Okay first up let’s start with YouTube. Now YouTube is a search engine and that’s different from social media channels. You want to think of YouTube in the same way that you think of a blog or the same strategy that you apply to a blog. So you’re looking at creating content around search terms and keywords that people are going to find through searching on YouTube. A lot of companies think that YouTube is the defacto place to upload all of your content. And really that’s only partially true. There are benefits to YouTube but there’s also slight drawbacks.
So for example, if you’re going to embed your content on your site, you’ve got to be really careful with the embed code that comes from YouTube. So unless you specifically switch it off in the settings, YouTube will show recommended videos at the end of every video that it embeds. That’s gonna take people away from your site. If you’ve embedded something on your site, of your own content, and then there’s link off of that, away from back to YouTube, you’re endanger then of losing the audience that you very carefully bought on to your site. There’s also a button on YouTube that’s always going to take you away even if you change that embed code, you always land up with a YouTube button on a YouTube video that will take you away to YouTube. So it isn’t necessarily the best for embedding content on your site.
If you’re consistent with YouTube and you use it for that video blogging and for providing expertise and solutions to people’s problems, you can build a steady audience overtime and that would be a valuable asset for you later on down the line. So whilst there might not be any direct benefit from uploading a promotional video or an explainer to YouTube, there’s also not any harm in uploading it. It’s free, it’s going to come up in YouTube and Google searches if people are searching for you specifically. But there might be better ways in hosting platforms to embed on to your website. And we’re gonna look at one of those in just a minute.

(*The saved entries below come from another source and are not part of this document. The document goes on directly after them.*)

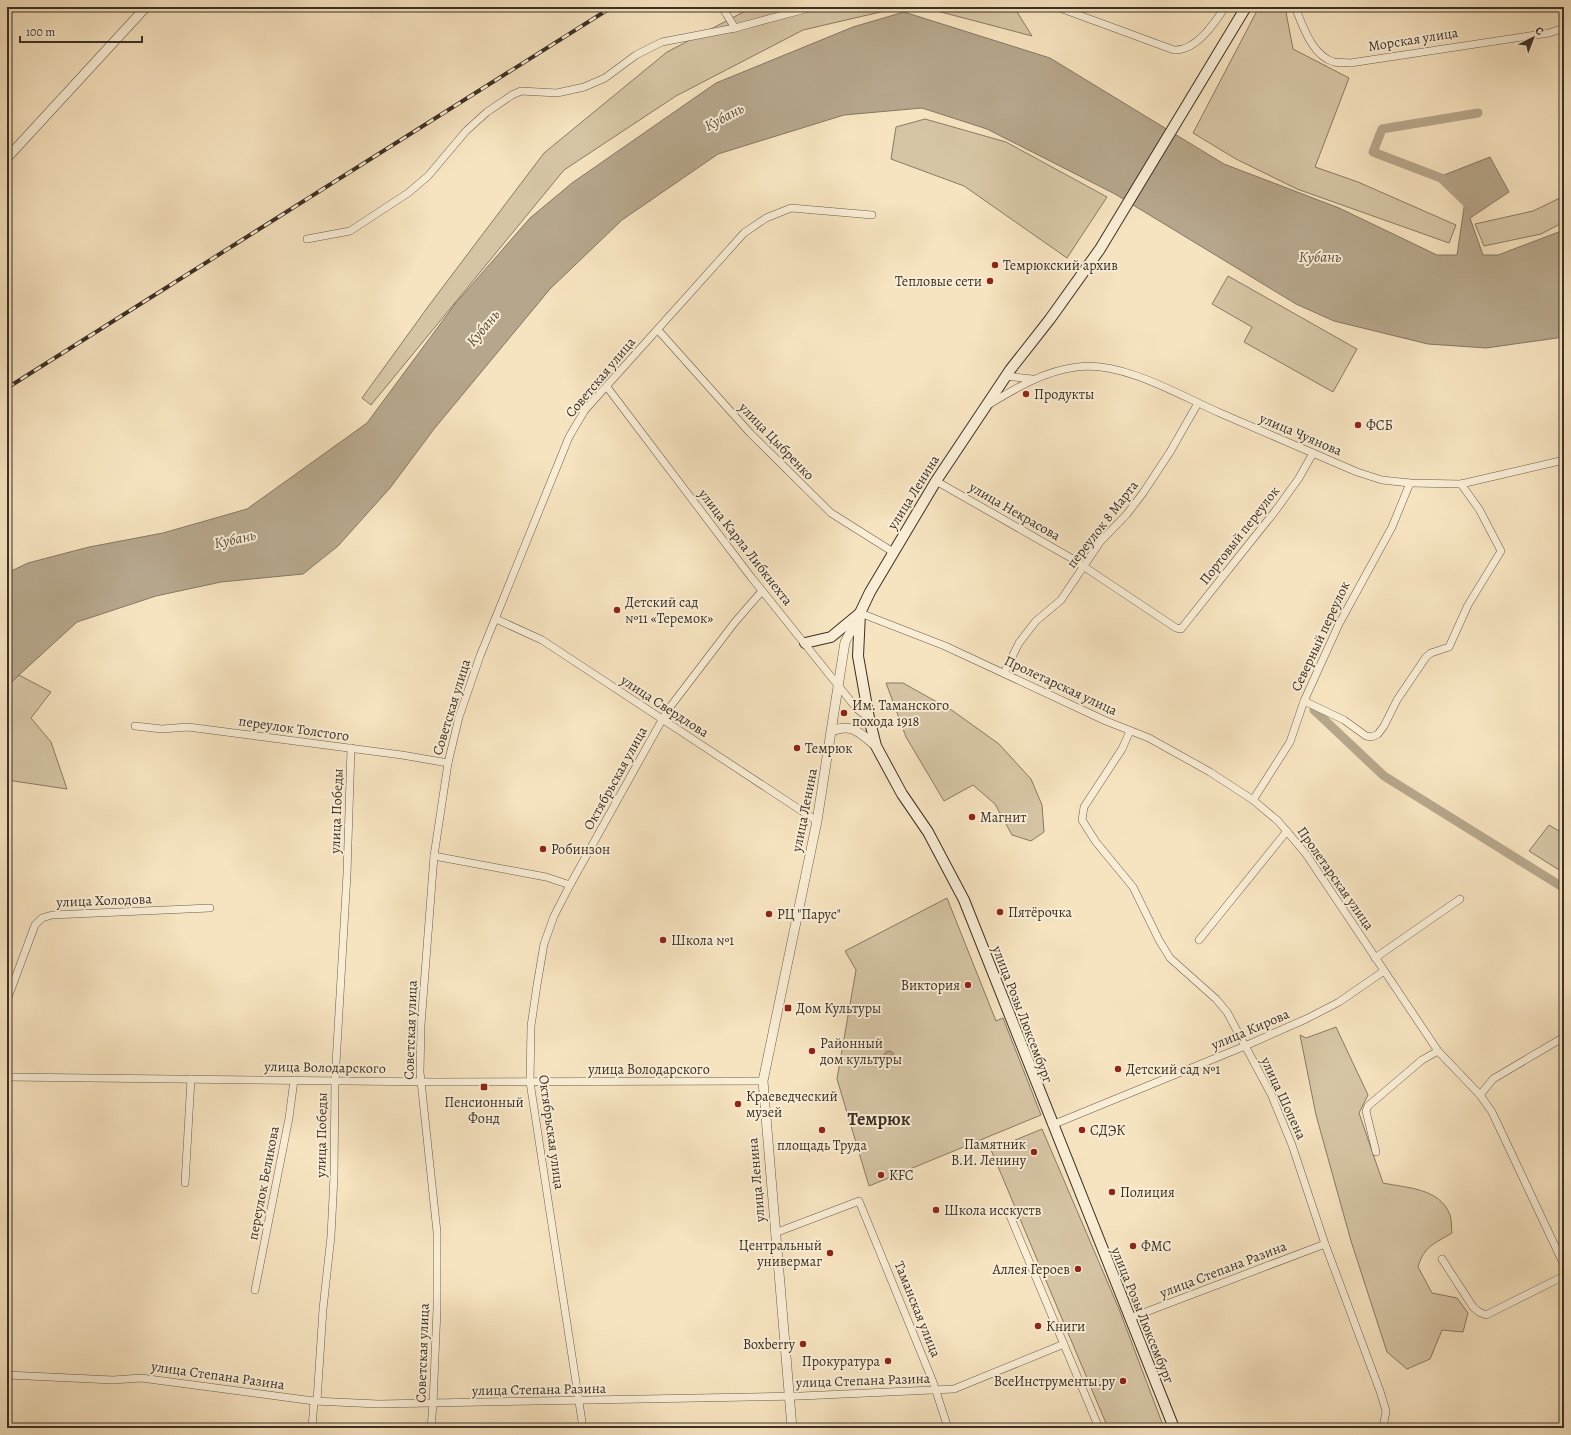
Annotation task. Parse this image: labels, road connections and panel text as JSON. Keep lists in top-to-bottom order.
{
  "streets": {
    "main road": ["улица Ленина", "улица Розы Люксембург"],
    "street": [
      "Морская улица",
      "Советская улица",
      "улица Чуянова",
      "улица Цыбренко",
      "улица Некрасова",
      "переулок 8 Марта",
      "Портовый переулок",
      "улица Карла Либкнехта",
      "Северный переулок",
      "Пролетарская улица",
      "улица Свердлова",
      "переулок Толстого",
      "Октябрьская улица",
      "улица Победы",
      "улица Холодова",
      "улица Кирова",
      "улица Володарского",
      "улица Шопена",
      "переулок Беликова",
      "улица Степана Разина",
      "Таманская улица"
    ]
  },
  "crossings": [
    ["Советская улица", "улица Цыбренко"],
    ["Советская улица", "улица Карла Либкнехта"],
    ["Советская улица", "улица Свердлова"],
    ["Советская улица", "переулок Толстого"],
    ["Советская улица", "улица Володарского"],
    ["Советская улица", "улица Степана Разина"],
    ["улица Чуянова", "улица Ленина"],
    ["улица Чуянова", "переулок 8 Марта"],
    ["улица Чуянова", "Портовый переулок"],
    ["улица Чуянова", "Северный переулок"],
    ["улица Цыбренко", "улица Ленина"],
    ["улица Ленина", "улица Некрасова"],
    ["улица Ленина", "улица Карла Либкнехта"],
    ["улица Ленина", "Пролетарская улица"],
    ["улица Ленина", "улица Свердлова"],
    ["улица Ленина", "улица Розы Люксембург"],
    ["улица Ленина", "улица Володарского"],
    ["улица Ленина", "улица Степана Разина"],
    ["улица Ленина", "Таманская улица"],
    ["улица Некрасова", "переулок 8 Марта"],
    ["улица Некрасова", "Портовый переулок"],
    ["переулок 8 Марта", "Пролетарская улица"],
    ["улица Карла Либкнехта", "Октябрьская улица"],
    ["улица Карла Либкнехта", "улица Розы Люксембург"],
    ["Северный переулок", "Пролетарская улица"],
    ["Пролетарская улица", "улица Розы Люксембург"],
    ["Пролетарская улица", "улица Кирова"],
    ["Пролетарская улица", "улица Шопена"],
    ["улица Свердлова", "Октябрьская улица"],
    ["переулок Толстого", "улица Победы"],
    ["Октябрьская улица", "улица Володарского"],
    ["Октябрьская улица", "улица Степана Разина"],
    ["улица Победы", "улица Володарского"],
    ["улица Победы", "улица Степана Разина"],
    ["улица Розы Люксембург", "улица Кирова"],
    ["улица Розы Люксембург", "улица Степана Разина"],
    ["улица Кирова", "улица Шопена"],
    ["улица Володарского", "переулок Беликова"],
    ["улица Шопена", "улица Степана Разина"],
    ["улица Степана Разина", "Таманская улица"]
  ],
  "districts": ["Темрюк"],
  "water": ["Кубань"],
  "places": {
    "other": [
      "Темрюкский архив",
      "Тепловые сети",
      "Продукты",
      "ФСБ",
      "Детский сад №11 «Теремок»",
      "Им. Таманского похода 1918",
      "Темрюк",
      "Магнит",
      "Робинзон",
      "Пятёрочка",
      "РЦ \"Парус\"",
      "Школа №1",
      "Виктория",
      "Районный дом культуры",
      "Детский сад №1",
      "Краеведческий музей",
      "площадь Труда",
      "СДЭК",
      "Памятник В.И. Ленину",
      "KFC",
      "Полиция",
      "Школа исскуств",
      "ФМС",
      "Центральный универмаг",
      "Аллея Героев",
      "Книги",
      "Boxberry",
      "Прокуратура",
      "ВсеИнструменты.ру"
    ],
    "transit": ["Дом Культуры", "Пенсионный Фонд"]
  },
  "scale_bar": "100 m",
  "north": "top right"
}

So the best use for YouTube is really video blogs, how-tos, and keyword rich content that people are gonna be searching for.
Pros, there’s a massive audience with YouTube. About half the population of the world use it. It’s in the top three websites globally. And obviously it’s free.
On the flip side is that, embedded videos that we’ve already talked about can be a little bit of a challenge and not always that beneficial to what you’re doing. And the analytics are limited on it as well.
Okay, next up is Vimeo. And Vimeo is probably better known amongst the creative communities and filmmakers and kind of businesses that are generating high level kind of premium content.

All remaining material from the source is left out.